* [Directions] Restate word for word the lines of the records below, starting at the line that contains "font-size:23px; font-style:normal; color:#757577" and ending at the line that contains "flex:none; width:38px; height:38px;", with both of those lines included and nothing else.

Collected data
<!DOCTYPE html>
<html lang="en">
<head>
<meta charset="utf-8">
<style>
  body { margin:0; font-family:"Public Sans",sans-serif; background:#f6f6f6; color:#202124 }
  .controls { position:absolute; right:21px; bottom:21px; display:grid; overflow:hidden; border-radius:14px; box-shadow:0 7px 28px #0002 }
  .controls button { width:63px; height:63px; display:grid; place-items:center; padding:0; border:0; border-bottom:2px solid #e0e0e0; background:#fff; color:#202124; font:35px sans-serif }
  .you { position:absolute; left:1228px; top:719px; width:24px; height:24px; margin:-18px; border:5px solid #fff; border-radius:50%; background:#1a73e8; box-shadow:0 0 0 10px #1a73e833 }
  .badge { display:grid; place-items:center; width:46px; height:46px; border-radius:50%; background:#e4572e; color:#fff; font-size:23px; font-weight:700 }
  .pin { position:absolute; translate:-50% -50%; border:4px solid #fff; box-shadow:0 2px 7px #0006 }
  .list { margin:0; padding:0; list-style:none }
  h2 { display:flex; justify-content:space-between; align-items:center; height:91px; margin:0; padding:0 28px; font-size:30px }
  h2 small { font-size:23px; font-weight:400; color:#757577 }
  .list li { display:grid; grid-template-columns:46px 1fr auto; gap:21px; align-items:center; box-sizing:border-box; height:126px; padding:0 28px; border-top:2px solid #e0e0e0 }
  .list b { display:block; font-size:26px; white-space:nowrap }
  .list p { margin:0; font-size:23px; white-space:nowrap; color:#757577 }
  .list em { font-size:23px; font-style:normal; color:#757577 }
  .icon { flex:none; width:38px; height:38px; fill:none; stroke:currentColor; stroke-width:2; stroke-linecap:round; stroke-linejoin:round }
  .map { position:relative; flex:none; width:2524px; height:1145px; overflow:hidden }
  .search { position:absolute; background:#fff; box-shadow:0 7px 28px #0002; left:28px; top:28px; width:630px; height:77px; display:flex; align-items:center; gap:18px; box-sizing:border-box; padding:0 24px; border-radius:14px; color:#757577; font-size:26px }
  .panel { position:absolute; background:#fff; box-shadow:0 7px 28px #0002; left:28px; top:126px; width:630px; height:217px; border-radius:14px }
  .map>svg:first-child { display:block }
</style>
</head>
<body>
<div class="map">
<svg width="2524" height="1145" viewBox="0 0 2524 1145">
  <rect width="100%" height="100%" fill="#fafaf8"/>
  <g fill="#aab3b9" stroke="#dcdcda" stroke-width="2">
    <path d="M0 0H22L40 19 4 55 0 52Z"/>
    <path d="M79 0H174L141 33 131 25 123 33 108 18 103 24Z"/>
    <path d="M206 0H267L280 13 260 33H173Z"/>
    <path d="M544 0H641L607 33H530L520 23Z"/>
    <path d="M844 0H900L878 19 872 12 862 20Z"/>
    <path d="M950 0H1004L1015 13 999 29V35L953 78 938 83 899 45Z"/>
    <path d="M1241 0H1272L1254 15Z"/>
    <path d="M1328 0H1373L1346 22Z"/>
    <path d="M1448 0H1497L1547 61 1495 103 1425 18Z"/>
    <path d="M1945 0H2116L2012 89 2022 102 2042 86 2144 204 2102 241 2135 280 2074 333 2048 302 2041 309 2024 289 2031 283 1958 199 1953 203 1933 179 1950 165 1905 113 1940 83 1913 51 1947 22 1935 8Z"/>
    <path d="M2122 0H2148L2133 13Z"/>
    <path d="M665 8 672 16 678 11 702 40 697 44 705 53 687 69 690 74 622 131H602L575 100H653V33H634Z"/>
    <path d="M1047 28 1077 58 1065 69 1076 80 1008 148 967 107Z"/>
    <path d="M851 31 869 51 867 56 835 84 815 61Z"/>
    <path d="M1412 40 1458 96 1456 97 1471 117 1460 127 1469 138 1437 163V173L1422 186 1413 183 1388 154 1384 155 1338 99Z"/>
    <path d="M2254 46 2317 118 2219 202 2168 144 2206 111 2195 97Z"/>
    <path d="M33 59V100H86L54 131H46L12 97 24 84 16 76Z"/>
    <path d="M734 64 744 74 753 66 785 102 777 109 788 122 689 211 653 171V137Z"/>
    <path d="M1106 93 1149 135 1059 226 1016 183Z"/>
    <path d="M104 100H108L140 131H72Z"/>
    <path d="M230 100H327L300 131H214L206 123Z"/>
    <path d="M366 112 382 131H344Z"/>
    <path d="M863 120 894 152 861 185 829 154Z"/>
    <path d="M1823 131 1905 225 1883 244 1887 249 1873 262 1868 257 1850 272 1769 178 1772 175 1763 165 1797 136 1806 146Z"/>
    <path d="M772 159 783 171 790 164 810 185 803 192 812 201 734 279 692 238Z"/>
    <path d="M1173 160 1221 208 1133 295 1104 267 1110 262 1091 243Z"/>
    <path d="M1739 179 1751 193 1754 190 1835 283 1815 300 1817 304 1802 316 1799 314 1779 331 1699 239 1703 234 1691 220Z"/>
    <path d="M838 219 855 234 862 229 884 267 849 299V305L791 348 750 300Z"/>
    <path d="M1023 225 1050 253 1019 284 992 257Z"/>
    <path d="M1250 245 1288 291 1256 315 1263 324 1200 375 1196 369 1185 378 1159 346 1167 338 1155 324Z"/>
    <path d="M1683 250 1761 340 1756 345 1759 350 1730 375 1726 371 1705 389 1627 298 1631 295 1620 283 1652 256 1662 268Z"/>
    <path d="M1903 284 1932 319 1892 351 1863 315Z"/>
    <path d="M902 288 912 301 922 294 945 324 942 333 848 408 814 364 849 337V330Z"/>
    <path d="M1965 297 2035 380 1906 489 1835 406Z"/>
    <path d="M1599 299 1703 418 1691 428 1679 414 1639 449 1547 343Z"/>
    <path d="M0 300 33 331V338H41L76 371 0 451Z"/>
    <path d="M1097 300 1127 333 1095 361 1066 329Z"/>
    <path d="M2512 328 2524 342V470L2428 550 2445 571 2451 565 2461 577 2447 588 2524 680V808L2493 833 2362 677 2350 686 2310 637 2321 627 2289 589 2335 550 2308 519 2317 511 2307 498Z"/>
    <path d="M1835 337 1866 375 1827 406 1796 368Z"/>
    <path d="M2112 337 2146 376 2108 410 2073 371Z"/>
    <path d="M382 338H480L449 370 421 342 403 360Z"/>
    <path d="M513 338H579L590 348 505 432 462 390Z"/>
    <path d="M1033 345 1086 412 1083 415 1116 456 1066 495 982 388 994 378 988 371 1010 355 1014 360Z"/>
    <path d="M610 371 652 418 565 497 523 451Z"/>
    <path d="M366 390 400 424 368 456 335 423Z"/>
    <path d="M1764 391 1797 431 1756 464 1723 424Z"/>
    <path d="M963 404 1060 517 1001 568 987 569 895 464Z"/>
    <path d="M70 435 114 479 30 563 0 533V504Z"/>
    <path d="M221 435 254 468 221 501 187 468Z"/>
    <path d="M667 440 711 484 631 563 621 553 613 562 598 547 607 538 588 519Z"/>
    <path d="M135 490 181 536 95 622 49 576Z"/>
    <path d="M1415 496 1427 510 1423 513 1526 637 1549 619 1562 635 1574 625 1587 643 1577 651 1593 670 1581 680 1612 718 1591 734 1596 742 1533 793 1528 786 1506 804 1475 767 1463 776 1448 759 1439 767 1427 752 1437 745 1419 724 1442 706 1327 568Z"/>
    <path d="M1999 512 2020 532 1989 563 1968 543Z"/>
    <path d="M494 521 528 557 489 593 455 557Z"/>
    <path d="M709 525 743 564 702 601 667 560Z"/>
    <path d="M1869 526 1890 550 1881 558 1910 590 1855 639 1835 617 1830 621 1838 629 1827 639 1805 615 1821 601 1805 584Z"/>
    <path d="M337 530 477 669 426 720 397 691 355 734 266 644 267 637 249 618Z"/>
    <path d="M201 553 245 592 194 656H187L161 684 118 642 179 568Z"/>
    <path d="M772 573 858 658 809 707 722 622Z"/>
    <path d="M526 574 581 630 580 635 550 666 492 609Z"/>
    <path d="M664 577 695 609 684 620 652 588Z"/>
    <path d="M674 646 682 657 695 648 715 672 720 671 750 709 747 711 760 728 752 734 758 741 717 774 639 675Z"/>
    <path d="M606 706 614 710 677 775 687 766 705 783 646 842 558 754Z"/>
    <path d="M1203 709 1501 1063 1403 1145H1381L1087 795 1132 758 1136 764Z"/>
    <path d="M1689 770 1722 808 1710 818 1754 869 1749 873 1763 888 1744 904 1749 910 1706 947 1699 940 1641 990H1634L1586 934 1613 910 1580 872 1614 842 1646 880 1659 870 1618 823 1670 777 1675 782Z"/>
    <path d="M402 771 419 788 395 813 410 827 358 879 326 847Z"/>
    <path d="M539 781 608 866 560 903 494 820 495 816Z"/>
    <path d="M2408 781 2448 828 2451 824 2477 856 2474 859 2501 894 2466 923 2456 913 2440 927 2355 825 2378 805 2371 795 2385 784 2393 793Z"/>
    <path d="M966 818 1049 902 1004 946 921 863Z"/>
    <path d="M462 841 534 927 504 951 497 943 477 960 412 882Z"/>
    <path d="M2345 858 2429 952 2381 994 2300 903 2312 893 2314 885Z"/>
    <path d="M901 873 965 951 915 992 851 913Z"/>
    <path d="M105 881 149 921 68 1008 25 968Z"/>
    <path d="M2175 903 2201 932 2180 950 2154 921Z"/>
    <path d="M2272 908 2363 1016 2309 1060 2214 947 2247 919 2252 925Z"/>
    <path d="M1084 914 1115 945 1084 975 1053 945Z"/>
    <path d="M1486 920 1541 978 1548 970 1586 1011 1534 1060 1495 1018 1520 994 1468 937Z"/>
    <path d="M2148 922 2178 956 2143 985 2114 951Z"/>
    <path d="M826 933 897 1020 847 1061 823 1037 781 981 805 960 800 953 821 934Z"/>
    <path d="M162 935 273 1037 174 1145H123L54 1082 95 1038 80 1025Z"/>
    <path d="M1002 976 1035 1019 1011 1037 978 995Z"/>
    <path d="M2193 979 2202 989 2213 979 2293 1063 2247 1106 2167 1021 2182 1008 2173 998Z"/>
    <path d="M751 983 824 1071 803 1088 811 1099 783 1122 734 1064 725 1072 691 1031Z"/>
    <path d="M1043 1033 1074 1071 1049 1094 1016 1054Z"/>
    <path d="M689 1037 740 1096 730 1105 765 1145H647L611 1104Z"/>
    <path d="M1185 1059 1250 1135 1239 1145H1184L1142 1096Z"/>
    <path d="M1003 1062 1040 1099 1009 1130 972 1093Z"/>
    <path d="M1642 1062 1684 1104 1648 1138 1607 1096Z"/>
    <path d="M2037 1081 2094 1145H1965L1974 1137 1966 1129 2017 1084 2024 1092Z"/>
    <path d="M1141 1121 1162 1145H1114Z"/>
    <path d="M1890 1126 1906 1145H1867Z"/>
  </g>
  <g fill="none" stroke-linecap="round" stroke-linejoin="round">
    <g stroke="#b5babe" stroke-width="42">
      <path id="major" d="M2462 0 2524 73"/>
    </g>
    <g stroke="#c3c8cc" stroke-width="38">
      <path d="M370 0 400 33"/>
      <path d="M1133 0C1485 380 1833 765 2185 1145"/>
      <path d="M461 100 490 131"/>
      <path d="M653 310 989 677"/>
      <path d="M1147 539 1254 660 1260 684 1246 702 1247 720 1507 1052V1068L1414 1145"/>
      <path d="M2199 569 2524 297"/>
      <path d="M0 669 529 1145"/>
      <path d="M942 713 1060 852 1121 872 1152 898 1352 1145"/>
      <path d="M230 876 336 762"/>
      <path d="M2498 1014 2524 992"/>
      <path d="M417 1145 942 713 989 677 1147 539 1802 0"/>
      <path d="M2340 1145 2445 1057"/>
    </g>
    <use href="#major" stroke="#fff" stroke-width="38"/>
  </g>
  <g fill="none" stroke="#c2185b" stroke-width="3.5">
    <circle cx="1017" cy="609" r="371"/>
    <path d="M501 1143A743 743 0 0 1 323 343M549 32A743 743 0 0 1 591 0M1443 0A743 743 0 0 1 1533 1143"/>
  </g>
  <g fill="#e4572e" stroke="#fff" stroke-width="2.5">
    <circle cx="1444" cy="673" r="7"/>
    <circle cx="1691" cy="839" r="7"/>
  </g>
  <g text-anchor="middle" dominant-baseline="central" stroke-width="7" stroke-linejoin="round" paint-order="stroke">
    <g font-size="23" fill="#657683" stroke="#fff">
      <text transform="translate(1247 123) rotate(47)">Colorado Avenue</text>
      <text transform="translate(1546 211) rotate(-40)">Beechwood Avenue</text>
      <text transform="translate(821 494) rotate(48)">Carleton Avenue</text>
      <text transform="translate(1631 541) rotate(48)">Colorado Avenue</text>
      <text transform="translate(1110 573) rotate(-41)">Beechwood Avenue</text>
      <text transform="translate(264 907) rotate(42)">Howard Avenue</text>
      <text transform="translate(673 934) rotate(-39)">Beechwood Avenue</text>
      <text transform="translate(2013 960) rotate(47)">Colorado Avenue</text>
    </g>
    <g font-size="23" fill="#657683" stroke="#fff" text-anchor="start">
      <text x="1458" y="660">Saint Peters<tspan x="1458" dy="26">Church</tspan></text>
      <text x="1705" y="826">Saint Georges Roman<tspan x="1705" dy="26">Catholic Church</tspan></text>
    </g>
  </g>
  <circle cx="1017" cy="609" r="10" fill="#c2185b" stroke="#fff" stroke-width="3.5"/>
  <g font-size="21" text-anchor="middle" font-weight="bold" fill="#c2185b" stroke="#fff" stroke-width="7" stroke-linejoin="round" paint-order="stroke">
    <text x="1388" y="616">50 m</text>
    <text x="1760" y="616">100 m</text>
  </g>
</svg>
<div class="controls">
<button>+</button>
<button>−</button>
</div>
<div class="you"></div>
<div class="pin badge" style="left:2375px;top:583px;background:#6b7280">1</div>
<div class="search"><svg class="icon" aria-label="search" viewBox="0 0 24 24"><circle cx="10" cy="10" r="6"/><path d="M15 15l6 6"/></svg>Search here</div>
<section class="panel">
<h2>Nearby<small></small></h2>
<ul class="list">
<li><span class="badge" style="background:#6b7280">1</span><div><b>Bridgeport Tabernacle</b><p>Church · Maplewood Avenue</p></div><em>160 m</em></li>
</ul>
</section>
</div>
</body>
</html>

* [Your response]
  .list em { font-size:23px; font-style:normal; color:#757577 }
  .icon { flex:none; width:38px; height:38px; fill:none; stroke:currentColor; stroke-width:2; stroke-linecap:round; stroke-linejoin:round }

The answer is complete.